There was a sentence succinct and insane enough to be spoken on a bridge. It has stayed with me. Whenever a brook or canal is spanned by a small bridge, whenever there is a gurgling down below and water breaking against the rubbish which disorderly people the world over throw from bridges into rivulets and canals, Mahlke stands beside me in combat boots and tanker's monkey jacket, leaning over the rail so that the big thingamajig on his neck hangs down vertical, a solemn clown triumphing over cat and mouse with his irrefutable faith: "Of course not in God. A swindle to stultify the people. There's only Mary. I'll never get married."

And he uttered a good many more words which fell into the Striessbach. Possibly we circled Max-Halbe-Platz ten times, raced twelve times up and down Heeresanger. Stood undecided at the terminus of Line No. 5. Looked on, not without hunger, as the streetcar conductors and marcelled conductorettes, sitting in the blued-out trailer, bit into sandwiches and drank out of thermos bottles.


…and then came a car – or should have – in which the conductorette under the cocked cap was Tulla Pokriefke, who had been drafted as a wartime helper several weeks before. We'd have spoken to her and I would certainly have made a date with her if she had been working on Line No. 5. But as it was, we saw only her little profile behind the dark-blue glass and we were not sure.

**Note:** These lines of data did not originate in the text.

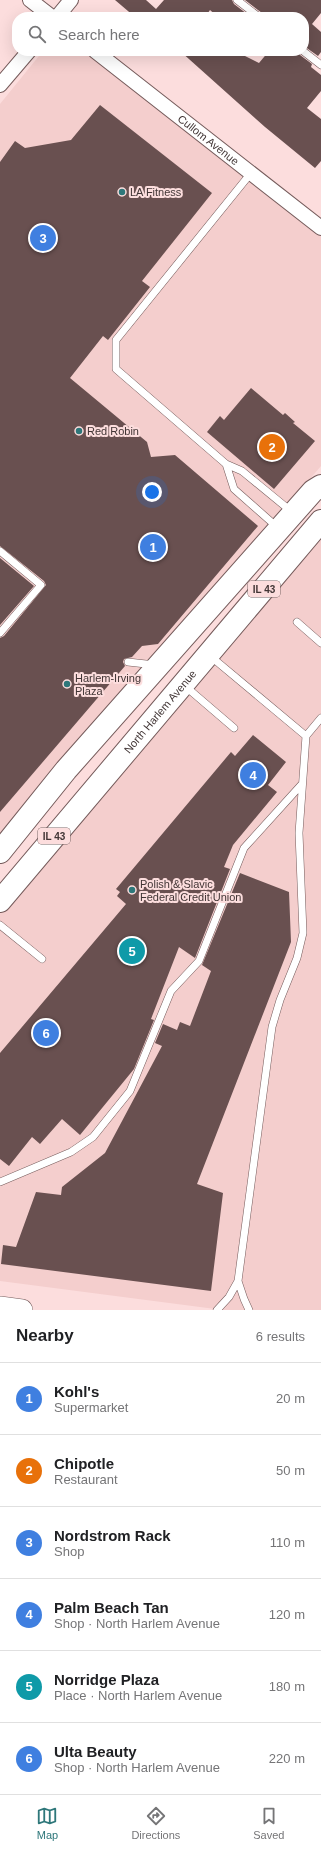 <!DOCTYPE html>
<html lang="en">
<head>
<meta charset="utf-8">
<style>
	body { margin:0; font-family:Arial,sans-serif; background:#f2f2f2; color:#202124 }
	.you { position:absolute; left:152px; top:492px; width:14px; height:14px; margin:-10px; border:3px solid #fff; border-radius:50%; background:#1a73e8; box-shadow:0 0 0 6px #1a73e833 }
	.badge { display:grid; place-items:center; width:26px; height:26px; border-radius:50%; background:#2e777a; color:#fff; font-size:13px; font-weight:700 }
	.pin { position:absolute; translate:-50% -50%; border:2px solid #fff; box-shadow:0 1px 4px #0006 }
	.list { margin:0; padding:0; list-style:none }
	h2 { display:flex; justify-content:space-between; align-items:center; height:52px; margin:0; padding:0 16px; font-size:17px }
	h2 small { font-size:13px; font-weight:400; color:#757577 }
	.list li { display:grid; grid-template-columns:26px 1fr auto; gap:12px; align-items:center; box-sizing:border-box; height:72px; padding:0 16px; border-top:1px solid #e0e0e0 }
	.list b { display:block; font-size:15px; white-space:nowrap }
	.list p { margin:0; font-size:13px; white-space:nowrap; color:#757577 }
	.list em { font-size:13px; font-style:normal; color:#757577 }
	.icon { flex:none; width:22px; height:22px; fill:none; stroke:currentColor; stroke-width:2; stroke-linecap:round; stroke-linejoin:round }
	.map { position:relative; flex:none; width:321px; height:1310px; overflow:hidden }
	.search { position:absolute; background:#fff; box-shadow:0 4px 16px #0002; left:12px; right:12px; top:12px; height:44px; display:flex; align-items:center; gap:10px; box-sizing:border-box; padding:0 14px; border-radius:16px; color:#757577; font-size:15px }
	.sheet { height:484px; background:#fff }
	nav { display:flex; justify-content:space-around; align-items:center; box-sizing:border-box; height:56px; border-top:1px solid #e0e0e0; background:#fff; font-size:11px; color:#757577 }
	nav a { display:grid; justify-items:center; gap:2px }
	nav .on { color:#2e777a }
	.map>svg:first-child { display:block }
</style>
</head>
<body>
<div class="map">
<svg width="321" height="1310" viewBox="0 0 321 1310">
	<rect width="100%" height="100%" fill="#fcdddd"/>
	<!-- built -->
	<path fill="#f4cecd" d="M 43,51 L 100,51 L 321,224 L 321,466 L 0,840 L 0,104 Z
		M 321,533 L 321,1310 L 223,1310 L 0,1281 L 0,913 Z"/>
	<!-- building -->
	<path fill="#695050" d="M 115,0 L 146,0 L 156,9 L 164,0 L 232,0 L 234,4 L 251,17 L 218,17 L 210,10 L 205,17 L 135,17 Z
		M 245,0 L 321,0 L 321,13 L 312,24 L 321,32 L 321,52 L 318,56 L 304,46 L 304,17 L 264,17 L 262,13 Z
		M 180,51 L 235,51 L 259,63 L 269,51 L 298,51 L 300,55 L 312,64 L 311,67 L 321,75 L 321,91 L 307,108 L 321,119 L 321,161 L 315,168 L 265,127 Z
		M 100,105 L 212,193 L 142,281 L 150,287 L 108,340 L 103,336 L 70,378 L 147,442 L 151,457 L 175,455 L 258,526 L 158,644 L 142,646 L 132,657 L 124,659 L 123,662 L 125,666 L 0,812 L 0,638 L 4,636 L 46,585 L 44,581 L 0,546 L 0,162 L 15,141 L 25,148 L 71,140 Z
		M 251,388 L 283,415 L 285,413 L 295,422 L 293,423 L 315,441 L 274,489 L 207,432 L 220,416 L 224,420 Z
		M 0,558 L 34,586 L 0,625 Z
		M 253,735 L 286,762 L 268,785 L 277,792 L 233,845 L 224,867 L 230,869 L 195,958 L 179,947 L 151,1019 L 154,1020 L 134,1069 L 80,1135 L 62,1119 L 40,1144 L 32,1137 L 9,1166 L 0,1159 L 0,1053 L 126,904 L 117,896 L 120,892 L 116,889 L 231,752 L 235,756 Z
		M 240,873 L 289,892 L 291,942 L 197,1184 L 223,1193 L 211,1291 L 1,1264 L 3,1245 L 16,1247 L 36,1192 L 61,1195 L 62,1187 L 105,1153 L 162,1046 L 155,1043 L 163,1024 L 177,1030 L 180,1022 L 190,1026 L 211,971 L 202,965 Z"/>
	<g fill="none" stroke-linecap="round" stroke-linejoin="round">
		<defs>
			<path id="service" d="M 237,0 L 259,17
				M 303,51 L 321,65
				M 251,173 L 116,340 L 116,369 L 226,464 L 242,471 L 292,512
				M 226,464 L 234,489 L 277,527
				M 0,551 L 41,585 L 0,633
				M 297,622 L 321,643
				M 209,655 L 306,736
				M 128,662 L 155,665
				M 185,686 L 234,728
				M 0,925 L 42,959
				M 0,1182 L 71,1152 L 93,1137 L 130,1091 L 171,991 L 199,961 L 244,848 L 302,784
				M 238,1281 L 244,1299 L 249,1310
				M 217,1310 L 229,1297 L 238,1281 L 272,1027 L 280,1000 L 297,958 L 303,933 L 299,833 L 306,736 L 321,718"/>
			<g id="minor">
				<path d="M 30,0 L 52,17"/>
				<path d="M 57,17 L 71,0"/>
				<path id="s1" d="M 95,51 L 321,228"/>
				<path d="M 0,85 L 29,51"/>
			</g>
			<path id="secondary" d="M 0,1307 L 22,1310"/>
			<g id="primary">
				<path d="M 0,852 L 66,770 L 313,491 L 321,486"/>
				<path id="s2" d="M 0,901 L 321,521"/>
			</g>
		</defs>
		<!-- service casing -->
		<use href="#service" stroke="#755b5b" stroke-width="8"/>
		<!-- minor casing -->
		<use href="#minor" stroke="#755b5b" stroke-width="16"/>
		<!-- secondary casing -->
		<use href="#secondary" stroke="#755b5b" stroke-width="22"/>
		<!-- primary casing -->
		<use href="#primary" stroke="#755b5b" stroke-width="24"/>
		<!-- service -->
		<use href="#service" stroke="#fff" stroke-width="7"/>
		<!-- minor -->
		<use href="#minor" stroke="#fff" stroke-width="14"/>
		<!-- secondary -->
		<use href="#secondary" stroke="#fff" stroke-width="21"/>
		<!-- primary -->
		<use href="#primary" stroke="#fff" stroke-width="22"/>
	</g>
	<!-- markers -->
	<g fill="#2e777a" stroke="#fcdddd" stroke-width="1.5">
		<circle cx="122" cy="192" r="4"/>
		<circle cx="79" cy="431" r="4"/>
		<circle cx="67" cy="684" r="4"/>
		<circle cx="132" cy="890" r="4"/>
	</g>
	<g text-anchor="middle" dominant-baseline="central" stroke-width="4" stroke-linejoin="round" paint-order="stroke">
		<!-- shield labels -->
		<g fill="#fcdddd" stroke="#796767" stroke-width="1">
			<rect x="248" y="581" width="32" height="16" rx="3"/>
			<rect x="38" y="828" width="32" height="16" rx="3"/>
		</g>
		<g font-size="10" font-weight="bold" fill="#413535">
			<text x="264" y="589">IL 43</text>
			<text x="54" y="836">IL 43</text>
		</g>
		<!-- street labels -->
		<g font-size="11" fill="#413535" stroke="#fcdddd">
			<text stroke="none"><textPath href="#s1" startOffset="144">Cullom Avenue</textPath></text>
			<text stroke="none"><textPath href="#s2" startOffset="248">North Harlem Avenue</textPath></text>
		</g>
		<!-- poi labels -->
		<g font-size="11" fill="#413535" stroke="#fcdddd" text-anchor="start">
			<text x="130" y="192">LA Fitness</text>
			<text x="87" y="431">Red Robin</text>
			<text x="75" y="678">Harlem-Irving<tspan x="75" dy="13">Plaza</tspan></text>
			<text x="140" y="884">Polish &amp; Slavic<tspan x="140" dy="13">Federal Credit Union</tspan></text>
		</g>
	</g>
</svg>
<div class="you"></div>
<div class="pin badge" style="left:153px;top:547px;background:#3f7fe0">1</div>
<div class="pin badge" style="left:272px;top:447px;background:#e8710a">2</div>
<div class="pin badge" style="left:43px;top:238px;background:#3f7fe0">3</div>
<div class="pin badge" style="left:253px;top:775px;background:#3f7fe0">4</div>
<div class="pin badge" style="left:132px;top:951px;background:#0f9aa8">5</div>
<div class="pin badge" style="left:46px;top:1033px;background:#3f7fe0">6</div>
<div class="search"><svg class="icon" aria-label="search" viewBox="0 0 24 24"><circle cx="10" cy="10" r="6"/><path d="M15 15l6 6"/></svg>Search here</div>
</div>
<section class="sheet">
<h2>Nearby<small>6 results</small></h2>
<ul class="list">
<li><span class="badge" style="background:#3f7fe0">1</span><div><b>Kohl's</b><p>Supermarket</p></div><em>20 m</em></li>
<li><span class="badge" style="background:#e8710a">2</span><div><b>Chipotle</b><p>Restaurant</p></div><em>50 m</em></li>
<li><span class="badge" style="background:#3f7fe0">3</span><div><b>Nordstrom Rack</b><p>Shop</p></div><em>110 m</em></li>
<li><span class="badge" style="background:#3f7fe0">4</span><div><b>Palm Beach Tan</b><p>Shop · North Harlem Avenue</p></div><em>120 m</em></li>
<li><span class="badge" style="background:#0f9aa8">5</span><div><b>Norridge Plaza</b><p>Place · North Harlem Avenue</p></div><em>180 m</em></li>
<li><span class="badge" style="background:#3f7fe0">6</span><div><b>Ulta Beauty</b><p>Shop · North Harlem Avenue</p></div><em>220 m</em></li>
</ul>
</section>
<nav>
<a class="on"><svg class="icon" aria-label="map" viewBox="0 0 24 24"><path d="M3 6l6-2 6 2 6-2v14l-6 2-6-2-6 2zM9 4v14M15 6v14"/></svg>Map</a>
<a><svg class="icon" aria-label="directions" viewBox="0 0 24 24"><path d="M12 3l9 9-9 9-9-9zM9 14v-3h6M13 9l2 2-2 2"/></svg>Directions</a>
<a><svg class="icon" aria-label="saved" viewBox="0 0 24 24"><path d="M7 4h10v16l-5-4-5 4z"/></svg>Saved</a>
</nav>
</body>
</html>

I said: "You ought to give it a try with her."

Mahlke, tormented: "I just told you that I'm never going to get married."

I: "It would cheer you up."

He: "And who's going to cheer me up afterward?"

I tried to joke: "The Virgin Mary of course."

He had misgivings: "What if she's offended?"

I offered my help. "If you want me to, I'll be Gusewski's altar boy tomorrow morning."

I was amazed at the alacrity with which he said: "It's a deal!" And he went off toward the trailer which still held out the promise of Tulla Pokriefke's profile in a conductor's cap. Before he got in, I called out: "Say, how much more furlough have you got left?"

And from the door of the trailer the Great Mahlke said: "My train left four and a half hours ago. If nothing has gone wrong, it must be pulling into Modlin."